- [Your objective]: Your answer should be every line of the records that contains the word "primary".

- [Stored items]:
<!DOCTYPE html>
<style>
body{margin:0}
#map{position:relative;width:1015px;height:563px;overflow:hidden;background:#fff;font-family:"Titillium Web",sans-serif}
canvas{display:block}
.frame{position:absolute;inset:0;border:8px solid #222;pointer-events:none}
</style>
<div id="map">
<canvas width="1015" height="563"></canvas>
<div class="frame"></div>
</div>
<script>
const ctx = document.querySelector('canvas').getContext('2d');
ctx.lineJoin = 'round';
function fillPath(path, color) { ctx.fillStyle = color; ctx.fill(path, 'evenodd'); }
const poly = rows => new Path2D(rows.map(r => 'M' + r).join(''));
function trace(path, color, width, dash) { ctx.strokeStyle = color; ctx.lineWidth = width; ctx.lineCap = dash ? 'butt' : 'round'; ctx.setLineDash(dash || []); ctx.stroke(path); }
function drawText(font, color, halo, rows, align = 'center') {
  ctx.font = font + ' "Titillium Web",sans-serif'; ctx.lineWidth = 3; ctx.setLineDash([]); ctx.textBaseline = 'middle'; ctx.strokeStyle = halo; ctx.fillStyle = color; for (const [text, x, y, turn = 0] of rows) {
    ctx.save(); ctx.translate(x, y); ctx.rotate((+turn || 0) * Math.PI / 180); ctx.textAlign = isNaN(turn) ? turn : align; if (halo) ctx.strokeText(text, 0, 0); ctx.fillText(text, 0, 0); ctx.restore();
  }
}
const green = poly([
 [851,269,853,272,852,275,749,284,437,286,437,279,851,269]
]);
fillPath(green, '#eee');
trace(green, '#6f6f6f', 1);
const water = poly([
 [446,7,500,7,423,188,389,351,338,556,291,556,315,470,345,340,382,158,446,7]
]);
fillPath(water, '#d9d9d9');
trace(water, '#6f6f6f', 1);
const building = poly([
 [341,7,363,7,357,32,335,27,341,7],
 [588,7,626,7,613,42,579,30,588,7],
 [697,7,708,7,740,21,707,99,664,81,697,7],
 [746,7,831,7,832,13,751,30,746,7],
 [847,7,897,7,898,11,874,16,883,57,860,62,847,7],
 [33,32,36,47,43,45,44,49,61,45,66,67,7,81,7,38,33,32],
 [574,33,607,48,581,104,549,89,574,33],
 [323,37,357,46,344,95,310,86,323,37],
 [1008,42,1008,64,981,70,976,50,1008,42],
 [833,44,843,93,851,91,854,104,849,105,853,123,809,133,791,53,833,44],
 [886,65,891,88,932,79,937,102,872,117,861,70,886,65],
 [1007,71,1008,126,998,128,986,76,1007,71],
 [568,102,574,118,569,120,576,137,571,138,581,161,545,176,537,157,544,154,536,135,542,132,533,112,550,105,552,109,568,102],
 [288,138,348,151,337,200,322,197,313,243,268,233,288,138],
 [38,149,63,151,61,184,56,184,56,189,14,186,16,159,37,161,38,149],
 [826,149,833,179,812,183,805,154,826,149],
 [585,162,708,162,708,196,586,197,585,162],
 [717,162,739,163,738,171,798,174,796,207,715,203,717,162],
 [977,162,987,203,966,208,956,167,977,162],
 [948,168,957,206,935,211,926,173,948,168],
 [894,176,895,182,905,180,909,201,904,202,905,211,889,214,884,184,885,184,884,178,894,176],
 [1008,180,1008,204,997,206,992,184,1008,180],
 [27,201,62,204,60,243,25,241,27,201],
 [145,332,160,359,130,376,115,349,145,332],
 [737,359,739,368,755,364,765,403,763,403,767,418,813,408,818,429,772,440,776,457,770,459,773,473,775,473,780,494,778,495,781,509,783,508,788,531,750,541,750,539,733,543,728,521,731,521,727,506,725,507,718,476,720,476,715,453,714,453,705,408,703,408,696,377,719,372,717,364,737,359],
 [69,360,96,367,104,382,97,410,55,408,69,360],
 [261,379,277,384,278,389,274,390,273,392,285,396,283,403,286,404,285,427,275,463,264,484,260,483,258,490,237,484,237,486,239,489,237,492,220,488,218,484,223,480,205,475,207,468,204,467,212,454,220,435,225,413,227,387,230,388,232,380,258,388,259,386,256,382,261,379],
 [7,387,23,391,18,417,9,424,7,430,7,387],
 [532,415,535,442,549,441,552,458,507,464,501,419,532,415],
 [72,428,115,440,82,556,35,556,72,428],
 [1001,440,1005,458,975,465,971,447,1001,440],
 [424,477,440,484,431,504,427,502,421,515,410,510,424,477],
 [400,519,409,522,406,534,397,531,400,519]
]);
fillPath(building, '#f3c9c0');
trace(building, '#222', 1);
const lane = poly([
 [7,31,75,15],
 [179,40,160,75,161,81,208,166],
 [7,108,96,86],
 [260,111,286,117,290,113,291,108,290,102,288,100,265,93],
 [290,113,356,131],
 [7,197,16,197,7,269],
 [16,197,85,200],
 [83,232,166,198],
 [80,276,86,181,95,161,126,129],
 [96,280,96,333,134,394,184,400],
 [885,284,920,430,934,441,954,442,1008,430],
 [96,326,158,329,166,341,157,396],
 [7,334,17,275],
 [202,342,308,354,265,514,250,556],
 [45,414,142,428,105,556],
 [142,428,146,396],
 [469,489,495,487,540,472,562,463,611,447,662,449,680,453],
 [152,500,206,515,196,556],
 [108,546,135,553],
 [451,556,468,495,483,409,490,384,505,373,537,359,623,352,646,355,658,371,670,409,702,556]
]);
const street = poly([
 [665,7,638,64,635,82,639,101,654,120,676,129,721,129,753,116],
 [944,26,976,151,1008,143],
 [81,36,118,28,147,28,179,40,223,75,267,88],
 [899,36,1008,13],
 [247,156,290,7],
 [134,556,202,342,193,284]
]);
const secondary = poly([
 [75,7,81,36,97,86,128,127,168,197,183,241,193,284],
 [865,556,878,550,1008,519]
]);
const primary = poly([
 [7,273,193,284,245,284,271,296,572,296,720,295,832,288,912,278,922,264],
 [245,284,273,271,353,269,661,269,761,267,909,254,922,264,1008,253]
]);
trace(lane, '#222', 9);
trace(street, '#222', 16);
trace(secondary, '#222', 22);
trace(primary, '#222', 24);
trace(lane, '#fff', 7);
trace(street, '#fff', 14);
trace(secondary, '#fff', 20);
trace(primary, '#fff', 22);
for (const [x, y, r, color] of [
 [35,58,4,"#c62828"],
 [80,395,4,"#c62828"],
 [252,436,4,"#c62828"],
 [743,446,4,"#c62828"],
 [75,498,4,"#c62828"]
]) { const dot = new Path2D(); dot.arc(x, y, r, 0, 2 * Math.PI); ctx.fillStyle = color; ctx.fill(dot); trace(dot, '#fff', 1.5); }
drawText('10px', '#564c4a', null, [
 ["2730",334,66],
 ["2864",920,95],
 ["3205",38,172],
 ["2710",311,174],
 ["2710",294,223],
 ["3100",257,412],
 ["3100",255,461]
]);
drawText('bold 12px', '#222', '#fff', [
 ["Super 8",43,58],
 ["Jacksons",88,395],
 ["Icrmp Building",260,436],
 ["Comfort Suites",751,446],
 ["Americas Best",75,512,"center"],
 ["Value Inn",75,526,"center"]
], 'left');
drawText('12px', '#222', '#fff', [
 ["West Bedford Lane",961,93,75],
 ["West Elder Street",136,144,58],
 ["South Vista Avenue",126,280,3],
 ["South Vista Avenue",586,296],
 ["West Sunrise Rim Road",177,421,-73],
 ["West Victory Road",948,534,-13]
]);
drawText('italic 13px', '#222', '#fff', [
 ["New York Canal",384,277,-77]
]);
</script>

- [Answer to the exercise]:
const primary = poly([
trace(primary, '#222', 24);
trace(primary, '#fff', 22);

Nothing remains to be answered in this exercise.